As I have continued to evolve in my life, I’ve made conscious efforts to try to find out who I am and what my place is here on Earth. It hasn’t always been an easy journey. It’s been met with feelings of inadequacy and sadness, but it’s also been met with feelings of joy and real purpose.
Lately, it hasn’t been sad or happy, so to speak, rather, just … lost. This aimlessness has, no doubt, caused me to treat some people unfairly, as I have been frustrated, wondering simply, “Is this it? Is this how this grandiose idea of ‘life’ is supposed to play out for me?”
Now I’ll grant you an obligatory eye roll because yes, I am only 29 and have the potential for a long life, but I don’t feel unjustified in wondering about my future. One has to admit that it’s very easy to get stuck in a rut and then realize that years have passed and those personal goals seem to cross themselves off the list out of neglect.

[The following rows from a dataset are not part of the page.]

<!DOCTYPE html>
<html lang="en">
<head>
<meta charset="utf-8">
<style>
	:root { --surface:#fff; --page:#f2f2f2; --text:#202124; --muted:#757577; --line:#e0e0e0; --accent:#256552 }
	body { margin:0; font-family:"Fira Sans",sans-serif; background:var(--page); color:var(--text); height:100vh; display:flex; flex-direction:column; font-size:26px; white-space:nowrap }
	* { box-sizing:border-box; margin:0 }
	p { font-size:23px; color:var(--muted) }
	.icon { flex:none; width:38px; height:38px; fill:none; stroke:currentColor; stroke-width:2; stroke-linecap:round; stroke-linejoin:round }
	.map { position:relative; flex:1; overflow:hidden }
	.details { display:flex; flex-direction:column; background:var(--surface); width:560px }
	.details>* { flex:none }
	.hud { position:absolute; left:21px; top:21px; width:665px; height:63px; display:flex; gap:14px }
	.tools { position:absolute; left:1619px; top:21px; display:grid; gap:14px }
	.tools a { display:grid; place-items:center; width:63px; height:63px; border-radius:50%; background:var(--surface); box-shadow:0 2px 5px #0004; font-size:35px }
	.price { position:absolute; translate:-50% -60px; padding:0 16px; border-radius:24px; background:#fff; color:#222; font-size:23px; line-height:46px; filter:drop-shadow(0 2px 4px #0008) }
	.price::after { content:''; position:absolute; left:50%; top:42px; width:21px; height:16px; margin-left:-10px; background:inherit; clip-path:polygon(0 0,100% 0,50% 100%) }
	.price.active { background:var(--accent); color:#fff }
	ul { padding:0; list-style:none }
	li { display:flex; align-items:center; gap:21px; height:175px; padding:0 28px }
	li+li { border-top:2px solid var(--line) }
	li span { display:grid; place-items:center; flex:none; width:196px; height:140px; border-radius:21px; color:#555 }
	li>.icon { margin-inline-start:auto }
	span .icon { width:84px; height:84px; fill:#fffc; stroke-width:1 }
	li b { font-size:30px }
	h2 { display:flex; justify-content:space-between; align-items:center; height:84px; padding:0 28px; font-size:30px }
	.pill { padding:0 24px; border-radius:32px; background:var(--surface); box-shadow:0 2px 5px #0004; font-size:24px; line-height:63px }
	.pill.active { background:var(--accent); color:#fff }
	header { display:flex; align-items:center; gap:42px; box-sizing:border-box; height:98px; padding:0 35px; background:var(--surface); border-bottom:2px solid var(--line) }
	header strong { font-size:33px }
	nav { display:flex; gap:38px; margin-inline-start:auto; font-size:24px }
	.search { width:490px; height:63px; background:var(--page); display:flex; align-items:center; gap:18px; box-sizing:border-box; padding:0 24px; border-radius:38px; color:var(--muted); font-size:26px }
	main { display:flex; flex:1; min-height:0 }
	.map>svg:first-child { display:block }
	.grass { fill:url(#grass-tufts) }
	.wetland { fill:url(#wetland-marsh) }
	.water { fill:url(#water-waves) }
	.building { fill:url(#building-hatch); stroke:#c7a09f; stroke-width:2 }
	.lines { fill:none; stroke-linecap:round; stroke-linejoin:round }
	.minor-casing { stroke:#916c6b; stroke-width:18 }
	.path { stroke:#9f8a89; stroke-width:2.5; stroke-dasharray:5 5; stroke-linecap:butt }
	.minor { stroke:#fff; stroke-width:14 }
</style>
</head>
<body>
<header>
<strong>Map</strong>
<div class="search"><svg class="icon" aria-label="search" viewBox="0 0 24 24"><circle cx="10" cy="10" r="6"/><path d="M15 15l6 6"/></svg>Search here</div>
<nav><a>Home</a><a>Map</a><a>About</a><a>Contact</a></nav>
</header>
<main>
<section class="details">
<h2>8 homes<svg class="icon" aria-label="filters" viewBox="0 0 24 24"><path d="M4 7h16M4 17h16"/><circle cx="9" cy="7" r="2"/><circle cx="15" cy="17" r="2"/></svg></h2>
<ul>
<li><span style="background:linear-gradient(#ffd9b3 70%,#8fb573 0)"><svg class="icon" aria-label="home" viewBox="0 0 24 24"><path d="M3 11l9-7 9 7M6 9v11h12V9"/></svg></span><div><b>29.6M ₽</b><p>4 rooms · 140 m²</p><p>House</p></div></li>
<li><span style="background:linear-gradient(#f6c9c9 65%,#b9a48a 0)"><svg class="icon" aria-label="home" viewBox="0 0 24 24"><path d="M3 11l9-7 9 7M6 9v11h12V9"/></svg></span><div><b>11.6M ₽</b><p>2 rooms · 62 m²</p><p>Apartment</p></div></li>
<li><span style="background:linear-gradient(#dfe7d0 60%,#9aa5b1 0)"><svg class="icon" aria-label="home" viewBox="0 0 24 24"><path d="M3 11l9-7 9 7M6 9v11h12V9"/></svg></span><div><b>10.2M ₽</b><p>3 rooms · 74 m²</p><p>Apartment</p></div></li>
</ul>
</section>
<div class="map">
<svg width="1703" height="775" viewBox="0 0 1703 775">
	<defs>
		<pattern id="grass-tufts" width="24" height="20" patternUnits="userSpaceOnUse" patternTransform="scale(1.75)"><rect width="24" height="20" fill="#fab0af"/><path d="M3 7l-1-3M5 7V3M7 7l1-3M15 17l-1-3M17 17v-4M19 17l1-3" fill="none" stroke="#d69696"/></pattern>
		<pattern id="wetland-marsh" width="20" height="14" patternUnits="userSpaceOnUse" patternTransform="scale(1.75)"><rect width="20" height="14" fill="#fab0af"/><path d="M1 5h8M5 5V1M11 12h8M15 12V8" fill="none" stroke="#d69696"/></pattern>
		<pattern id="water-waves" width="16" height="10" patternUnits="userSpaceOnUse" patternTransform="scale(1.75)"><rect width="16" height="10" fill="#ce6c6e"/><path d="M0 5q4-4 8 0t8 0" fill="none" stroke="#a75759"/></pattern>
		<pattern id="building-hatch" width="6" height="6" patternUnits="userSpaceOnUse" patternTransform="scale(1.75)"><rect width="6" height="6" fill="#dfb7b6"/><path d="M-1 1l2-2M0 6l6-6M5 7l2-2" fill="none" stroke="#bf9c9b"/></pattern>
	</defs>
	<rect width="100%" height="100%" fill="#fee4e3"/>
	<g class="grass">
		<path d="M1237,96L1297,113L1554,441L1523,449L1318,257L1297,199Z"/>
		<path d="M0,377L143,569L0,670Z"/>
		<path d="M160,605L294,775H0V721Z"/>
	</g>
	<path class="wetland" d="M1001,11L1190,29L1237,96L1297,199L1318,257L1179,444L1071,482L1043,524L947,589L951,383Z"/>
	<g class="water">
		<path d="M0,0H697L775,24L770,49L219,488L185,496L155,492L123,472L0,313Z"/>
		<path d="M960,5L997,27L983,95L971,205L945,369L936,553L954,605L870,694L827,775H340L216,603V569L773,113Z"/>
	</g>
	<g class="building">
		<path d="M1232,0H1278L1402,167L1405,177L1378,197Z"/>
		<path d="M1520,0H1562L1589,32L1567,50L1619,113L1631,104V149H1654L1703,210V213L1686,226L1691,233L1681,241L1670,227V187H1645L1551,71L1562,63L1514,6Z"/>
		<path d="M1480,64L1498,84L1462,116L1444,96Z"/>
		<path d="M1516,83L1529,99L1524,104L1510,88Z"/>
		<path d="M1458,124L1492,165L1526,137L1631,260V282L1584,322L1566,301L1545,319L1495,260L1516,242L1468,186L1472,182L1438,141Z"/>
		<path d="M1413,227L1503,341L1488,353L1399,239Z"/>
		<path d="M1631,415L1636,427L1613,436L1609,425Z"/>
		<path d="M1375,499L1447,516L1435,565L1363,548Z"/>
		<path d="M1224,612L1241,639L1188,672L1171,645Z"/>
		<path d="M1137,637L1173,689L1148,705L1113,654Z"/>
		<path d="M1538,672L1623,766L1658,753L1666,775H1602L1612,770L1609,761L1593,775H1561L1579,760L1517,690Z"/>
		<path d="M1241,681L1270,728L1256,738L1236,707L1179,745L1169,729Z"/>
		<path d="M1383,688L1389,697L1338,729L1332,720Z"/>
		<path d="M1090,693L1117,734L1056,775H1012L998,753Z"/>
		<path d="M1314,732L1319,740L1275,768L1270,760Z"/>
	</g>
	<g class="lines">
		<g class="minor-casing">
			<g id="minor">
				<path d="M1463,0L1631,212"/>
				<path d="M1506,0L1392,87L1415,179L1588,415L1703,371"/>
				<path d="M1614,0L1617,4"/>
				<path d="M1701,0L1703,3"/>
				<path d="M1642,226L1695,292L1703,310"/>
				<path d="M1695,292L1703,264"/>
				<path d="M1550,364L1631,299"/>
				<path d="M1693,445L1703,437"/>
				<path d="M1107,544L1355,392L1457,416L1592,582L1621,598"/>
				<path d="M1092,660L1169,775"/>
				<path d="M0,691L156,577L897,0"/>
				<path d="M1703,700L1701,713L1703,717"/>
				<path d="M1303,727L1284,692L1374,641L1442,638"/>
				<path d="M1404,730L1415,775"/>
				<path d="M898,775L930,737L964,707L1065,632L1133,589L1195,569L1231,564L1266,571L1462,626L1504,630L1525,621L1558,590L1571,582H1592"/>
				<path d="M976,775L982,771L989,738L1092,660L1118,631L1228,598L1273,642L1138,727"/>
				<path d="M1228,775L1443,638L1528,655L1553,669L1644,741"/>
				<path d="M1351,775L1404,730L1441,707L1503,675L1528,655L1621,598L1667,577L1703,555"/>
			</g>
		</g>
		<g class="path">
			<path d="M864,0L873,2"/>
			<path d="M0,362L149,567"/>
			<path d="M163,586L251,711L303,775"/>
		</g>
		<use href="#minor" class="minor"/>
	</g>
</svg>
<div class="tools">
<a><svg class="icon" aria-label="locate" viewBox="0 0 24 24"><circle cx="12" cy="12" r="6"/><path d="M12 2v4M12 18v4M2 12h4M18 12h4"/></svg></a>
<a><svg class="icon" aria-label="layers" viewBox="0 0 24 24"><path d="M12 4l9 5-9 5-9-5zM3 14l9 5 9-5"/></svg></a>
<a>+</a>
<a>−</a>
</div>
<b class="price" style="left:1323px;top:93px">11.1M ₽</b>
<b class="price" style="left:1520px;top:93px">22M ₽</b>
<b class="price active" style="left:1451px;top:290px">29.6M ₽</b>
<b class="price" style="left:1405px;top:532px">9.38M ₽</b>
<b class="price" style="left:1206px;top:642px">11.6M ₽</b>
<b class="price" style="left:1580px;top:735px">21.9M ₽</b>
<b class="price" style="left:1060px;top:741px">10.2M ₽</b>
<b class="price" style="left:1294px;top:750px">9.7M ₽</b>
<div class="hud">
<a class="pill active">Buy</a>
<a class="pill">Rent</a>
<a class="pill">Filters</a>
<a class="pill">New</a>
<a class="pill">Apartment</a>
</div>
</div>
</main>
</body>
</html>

That being said, I may have mentioned in previous columns that about six months ago, I made a personal goal to “put myself out there” and meet more people. This too has been a challenge, because it’s nearly impossible to meet people in Kansas City if it’s not at a bar. Being a homosexual who does not drink makes the whole bar thing all the more challenging, because the places to meet other gay men around my age are almost always bars.

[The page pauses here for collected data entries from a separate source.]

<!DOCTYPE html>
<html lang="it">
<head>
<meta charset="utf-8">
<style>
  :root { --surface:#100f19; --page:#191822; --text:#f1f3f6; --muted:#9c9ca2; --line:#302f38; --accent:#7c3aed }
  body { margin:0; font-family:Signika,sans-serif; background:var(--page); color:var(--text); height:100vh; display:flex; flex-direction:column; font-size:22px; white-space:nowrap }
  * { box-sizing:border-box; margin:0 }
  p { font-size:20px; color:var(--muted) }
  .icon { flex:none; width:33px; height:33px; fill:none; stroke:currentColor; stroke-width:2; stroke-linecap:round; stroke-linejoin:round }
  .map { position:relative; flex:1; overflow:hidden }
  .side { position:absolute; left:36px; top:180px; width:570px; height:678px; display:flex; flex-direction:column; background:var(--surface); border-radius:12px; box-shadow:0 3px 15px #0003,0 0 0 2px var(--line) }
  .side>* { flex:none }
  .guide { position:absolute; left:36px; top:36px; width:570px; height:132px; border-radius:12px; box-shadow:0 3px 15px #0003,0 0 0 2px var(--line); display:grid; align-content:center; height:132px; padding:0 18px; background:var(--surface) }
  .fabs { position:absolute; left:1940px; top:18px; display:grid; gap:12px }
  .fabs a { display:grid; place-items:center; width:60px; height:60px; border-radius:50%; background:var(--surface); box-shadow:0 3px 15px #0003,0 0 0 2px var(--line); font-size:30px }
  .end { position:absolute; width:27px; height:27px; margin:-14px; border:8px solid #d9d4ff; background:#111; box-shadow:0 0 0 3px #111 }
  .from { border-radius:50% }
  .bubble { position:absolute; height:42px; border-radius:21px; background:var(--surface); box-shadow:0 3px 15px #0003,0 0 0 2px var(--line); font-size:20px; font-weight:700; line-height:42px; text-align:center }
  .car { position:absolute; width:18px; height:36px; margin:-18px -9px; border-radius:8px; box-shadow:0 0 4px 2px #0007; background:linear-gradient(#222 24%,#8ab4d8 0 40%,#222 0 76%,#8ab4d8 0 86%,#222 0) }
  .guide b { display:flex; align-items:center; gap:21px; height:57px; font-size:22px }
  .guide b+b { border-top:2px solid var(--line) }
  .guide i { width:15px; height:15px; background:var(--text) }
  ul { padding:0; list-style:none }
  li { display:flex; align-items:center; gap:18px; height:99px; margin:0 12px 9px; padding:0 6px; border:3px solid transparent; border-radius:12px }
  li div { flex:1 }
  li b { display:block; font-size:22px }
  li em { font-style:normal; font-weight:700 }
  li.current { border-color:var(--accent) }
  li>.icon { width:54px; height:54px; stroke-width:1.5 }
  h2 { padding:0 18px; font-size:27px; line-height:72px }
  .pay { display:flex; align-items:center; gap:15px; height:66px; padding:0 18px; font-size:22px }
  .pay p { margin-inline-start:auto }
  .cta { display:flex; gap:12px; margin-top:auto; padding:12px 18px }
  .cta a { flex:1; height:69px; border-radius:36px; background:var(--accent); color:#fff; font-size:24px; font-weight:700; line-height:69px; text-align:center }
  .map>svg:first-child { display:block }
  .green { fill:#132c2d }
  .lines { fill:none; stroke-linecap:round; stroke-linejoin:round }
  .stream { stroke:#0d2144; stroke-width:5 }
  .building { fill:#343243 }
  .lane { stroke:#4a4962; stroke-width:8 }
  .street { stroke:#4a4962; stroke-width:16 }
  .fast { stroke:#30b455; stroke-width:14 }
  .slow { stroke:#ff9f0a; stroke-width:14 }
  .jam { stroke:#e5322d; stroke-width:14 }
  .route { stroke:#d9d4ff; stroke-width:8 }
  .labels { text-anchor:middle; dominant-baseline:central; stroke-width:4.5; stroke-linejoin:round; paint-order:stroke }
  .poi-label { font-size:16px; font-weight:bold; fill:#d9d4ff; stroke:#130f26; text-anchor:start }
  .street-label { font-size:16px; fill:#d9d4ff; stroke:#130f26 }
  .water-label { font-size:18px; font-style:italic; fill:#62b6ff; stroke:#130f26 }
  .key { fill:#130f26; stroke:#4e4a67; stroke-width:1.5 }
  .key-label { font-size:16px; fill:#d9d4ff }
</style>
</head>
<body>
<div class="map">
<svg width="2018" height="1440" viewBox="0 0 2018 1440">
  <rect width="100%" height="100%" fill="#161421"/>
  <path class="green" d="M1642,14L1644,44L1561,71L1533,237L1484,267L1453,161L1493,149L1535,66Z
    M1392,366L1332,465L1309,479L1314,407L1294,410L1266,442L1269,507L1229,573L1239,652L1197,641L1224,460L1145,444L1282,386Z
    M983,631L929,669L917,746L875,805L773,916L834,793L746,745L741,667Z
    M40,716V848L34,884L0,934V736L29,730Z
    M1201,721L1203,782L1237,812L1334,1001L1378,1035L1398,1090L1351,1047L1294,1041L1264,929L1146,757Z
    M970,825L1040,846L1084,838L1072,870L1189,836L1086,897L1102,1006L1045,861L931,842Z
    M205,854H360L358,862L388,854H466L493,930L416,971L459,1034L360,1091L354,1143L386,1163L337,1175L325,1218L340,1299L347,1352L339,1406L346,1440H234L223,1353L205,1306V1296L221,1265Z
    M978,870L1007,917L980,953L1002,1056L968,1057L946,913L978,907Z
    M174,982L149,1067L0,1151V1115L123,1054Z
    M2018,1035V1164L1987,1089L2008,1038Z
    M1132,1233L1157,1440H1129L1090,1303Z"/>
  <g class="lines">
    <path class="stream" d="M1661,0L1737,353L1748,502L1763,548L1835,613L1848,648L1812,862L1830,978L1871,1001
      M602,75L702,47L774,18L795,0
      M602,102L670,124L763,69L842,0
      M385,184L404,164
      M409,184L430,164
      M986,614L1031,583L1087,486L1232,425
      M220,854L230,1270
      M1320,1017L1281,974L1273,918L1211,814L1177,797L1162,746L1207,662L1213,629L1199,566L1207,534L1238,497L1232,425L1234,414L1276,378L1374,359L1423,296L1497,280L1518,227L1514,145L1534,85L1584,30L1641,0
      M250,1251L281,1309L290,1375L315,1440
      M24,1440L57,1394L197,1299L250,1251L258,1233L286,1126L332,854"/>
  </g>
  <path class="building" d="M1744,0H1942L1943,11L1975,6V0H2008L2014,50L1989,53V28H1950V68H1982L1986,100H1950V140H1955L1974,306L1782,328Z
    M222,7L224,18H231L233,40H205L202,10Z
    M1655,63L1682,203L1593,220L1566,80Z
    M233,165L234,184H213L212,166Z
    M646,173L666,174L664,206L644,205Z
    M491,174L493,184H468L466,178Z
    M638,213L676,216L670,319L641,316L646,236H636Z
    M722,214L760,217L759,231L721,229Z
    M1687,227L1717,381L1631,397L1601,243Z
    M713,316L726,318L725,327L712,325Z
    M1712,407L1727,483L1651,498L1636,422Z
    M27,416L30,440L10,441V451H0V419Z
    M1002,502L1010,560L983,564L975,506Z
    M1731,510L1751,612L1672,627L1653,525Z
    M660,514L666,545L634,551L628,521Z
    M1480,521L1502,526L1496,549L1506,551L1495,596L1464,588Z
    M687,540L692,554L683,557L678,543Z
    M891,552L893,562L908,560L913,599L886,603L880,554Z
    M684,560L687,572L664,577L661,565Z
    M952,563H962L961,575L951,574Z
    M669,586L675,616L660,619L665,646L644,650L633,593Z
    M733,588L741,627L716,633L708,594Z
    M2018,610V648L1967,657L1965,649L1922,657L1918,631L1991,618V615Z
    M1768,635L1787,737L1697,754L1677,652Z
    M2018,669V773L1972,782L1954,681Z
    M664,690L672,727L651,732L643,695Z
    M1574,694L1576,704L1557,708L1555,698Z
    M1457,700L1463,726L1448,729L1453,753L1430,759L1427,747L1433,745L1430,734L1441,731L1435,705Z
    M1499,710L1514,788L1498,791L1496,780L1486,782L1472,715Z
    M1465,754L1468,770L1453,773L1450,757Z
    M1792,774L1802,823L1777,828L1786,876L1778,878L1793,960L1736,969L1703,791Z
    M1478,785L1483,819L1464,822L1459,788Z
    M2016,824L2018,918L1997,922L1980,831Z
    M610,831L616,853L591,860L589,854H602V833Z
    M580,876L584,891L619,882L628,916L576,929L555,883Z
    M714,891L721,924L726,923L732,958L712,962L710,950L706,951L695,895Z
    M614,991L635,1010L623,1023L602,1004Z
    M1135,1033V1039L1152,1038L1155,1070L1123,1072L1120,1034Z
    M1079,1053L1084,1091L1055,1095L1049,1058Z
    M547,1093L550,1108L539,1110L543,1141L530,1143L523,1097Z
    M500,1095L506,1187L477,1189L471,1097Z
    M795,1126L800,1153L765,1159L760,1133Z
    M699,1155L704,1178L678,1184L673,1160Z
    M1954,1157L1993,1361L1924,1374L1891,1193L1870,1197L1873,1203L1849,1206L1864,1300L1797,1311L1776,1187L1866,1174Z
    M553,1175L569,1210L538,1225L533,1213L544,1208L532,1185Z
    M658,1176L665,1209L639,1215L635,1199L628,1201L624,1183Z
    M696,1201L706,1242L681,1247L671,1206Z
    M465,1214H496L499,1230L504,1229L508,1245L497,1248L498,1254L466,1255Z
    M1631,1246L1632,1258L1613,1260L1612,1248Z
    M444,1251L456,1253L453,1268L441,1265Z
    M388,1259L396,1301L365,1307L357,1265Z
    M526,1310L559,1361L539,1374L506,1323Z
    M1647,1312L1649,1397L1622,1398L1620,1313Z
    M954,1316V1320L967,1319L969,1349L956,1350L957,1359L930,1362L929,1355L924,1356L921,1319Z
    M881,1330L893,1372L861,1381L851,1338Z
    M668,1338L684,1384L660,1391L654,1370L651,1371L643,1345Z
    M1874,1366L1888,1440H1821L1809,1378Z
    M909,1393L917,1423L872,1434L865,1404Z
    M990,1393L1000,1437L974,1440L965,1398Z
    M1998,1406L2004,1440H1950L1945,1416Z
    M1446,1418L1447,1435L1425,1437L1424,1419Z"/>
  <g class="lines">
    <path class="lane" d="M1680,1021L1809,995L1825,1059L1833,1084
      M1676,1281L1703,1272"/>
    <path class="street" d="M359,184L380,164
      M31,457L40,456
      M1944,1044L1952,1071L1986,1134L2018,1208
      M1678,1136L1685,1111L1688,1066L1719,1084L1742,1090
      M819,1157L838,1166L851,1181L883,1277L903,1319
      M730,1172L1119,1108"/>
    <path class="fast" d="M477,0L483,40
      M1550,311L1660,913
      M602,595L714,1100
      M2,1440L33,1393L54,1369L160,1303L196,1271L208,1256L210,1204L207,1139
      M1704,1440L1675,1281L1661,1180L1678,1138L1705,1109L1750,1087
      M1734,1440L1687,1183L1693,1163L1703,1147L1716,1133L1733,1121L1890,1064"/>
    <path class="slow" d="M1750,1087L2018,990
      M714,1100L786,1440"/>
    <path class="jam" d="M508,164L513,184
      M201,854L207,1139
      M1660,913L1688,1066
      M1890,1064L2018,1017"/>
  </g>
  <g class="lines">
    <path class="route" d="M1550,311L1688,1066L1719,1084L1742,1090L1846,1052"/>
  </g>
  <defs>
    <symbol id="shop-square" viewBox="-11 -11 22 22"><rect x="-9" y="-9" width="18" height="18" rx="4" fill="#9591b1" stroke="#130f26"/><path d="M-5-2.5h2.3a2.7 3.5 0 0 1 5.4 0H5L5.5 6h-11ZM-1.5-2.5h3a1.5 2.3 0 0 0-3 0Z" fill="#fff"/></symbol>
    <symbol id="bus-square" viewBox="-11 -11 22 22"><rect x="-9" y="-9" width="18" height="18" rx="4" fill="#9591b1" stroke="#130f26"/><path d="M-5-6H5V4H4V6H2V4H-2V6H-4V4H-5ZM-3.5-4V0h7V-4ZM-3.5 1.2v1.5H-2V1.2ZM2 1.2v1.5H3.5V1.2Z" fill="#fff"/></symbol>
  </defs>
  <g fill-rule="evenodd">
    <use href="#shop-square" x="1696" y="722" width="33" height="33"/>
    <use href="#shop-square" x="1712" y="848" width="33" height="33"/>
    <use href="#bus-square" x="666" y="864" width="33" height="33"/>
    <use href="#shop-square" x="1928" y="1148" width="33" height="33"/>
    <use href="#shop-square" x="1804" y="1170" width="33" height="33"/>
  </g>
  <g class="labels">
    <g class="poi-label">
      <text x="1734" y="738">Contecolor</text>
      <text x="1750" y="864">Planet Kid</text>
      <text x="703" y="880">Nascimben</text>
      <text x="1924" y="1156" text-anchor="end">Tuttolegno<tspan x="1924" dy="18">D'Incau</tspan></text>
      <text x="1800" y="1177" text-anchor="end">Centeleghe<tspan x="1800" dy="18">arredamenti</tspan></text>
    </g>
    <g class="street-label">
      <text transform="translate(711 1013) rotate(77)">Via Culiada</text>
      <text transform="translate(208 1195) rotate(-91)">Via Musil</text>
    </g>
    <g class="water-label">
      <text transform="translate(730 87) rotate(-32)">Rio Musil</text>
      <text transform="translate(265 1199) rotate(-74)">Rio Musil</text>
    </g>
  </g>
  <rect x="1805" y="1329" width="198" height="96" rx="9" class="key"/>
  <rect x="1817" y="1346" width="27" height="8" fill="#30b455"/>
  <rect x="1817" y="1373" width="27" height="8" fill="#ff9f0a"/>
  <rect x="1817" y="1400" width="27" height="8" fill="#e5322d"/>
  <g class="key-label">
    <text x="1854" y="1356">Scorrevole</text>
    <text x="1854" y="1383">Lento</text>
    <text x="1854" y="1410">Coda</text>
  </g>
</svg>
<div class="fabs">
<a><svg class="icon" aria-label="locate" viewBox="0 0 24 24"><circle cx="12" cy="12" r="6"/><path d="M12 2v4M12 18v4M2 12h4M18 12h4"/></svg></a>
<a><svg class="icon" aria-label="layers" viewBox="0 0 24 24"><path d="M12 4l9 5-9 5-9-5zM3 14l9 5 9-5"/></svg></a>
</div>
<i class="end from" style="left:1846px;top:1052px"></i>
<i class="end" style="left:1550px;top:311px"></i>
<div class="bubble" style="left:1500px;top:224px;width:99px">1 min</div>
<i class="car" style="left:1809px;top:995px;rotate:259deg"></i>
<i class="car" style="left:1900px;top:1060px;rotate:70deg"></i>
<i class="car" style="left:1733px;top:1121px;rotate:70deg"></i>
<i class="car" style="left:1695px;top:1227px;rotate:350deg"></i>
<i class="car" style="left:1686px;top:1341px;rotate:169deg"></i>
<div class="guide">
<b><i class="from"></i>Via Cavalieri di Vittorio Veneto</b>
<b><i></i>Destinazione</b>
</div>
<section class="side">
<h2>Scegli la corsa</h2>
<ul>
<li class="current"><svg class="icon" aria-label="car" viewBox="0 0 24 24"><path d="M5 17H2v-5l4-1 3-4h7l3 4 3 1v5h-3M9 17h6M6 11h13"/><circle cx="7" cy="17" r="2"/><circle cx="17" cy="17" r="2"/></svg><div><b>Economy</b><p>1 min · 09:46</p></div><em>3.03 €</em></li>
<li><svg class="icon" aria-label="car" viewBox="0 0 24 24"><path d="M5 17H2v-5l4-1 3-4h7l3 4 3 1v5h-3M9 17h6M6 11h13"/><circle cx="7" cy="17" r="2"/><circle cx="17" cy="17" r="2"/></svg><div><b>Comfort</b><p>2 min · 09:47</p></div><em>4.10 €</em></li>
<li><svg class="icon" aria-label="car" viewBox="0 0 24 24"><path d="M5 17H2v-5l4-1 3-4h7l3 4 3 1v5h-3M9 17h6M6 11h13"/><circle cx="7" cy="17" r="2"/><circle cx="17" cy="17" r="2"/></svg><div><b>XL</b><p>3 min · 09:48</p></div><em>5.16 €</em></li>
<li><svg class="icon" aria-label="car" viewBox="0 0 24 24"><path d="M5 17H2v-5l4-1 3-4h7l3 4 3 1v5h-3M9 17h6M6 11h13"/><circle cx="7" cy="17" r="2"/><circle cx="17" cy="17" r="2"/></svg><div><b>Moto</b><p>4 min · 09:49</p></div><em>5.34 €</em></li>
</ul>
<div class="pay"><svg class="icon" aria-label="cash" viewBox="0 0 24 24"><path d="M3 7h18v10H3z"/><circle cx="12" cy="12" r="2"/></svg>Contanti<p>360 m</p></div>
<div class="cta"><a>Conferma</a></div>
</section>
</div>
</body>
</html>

“Just go and have a good time,” people have told me, and yes, that’s absolutely right. But it gets a little old.
Anyway, I made this pledge and have taken the arduous journey with some of my trademark trepidation. However, throughout, and especially recently, I’ve really started to think of myself as a jerk. A real anti-social jerk. I might as well have a stink eye.
I’ve been beating myself up, wondering why I can’t go out and be social, why I don’t get invited to this party or that event, as I see pictures of smiling faces feed into the news on my Facebook account. It can be consuming. In fact, it’s gotten so consuming at points that I’ve been completely oblivious to all these awesome things that have happened in my life. Or, I’ve acted out on some of the real friends that I have made because I’ve been so lost and not myself, thus perpetuating the frustration that I was working so hard not to have.
Nothing has to be that hard. So I couldn’t help but look back and wonder why everything felt so aimless, why everything felt so wrong and made me feel inadequate. Why I, no doubt, pissed off some people whom I care about. Then, as if a proverbial pair of ruby red slippers clacked together at my feet, my wondering psyche returned home for a brief moment to sort of slap me back into coherence.
Of course things felt out of place. No wonder I was frustrated. Suddenly it all made sense! I’ve been chasing after a version of myself that didn’t fit. I wasn’t having fun at bars or parties standing shoulder-to-shoulder with people I didn’t know because that isn’t me. That isn’t something that brings me joy and fulfillment in life, and I’m sure it showed. Here I was, most likely already feeling awkward, with some extra pounds, untucked loose clothing, and a receding hairline, let alone being lost on the map toward things in common.
There isn’t anything wrong with partying and drinking, but it isn’t something that I like. So why stress over it? Why project someone else’s likes onto my own? I can be friends with people I like, people I’ve met in my own way, and enjoy their company when our paths cross doing something that we commonly enjoy.
Believe it or not, so far it’s worked. I haven’t felt stressed or inadequate. I’ve felt like my old self again except … better. I’ve felt like me, just with more openness to go with the flow of things. Less anticipatory of disappointment and more focused on what my wants are. “What do I feel like doing?” instead of “OK, let me compromise what I want so that I can be like everyone else.”
I’m a unique person. Sure, we all are, I mean how the hell could I forget second grade and how we were “each like a snowflake.” But further, I’m a unique guy. I’m not into the gay party scene, I’m introverted, I’m stocky, big-boned or whatever you want to call it, I’m pretty intelligent (not that others aren’t, too) I’m sort of witty in a British kind of way, and I like smaller groups of people. I have a more serious disposition, and that’s simply … OK.
Who I am isn’t easy. I’m a complicated fellow, but I have a feeling I’m going to start enjoying the complication more. After all, my grass isn’t always the most green, and there may be some patches of crab grass and weeds every once in a while, but hey, it’s a nice yard.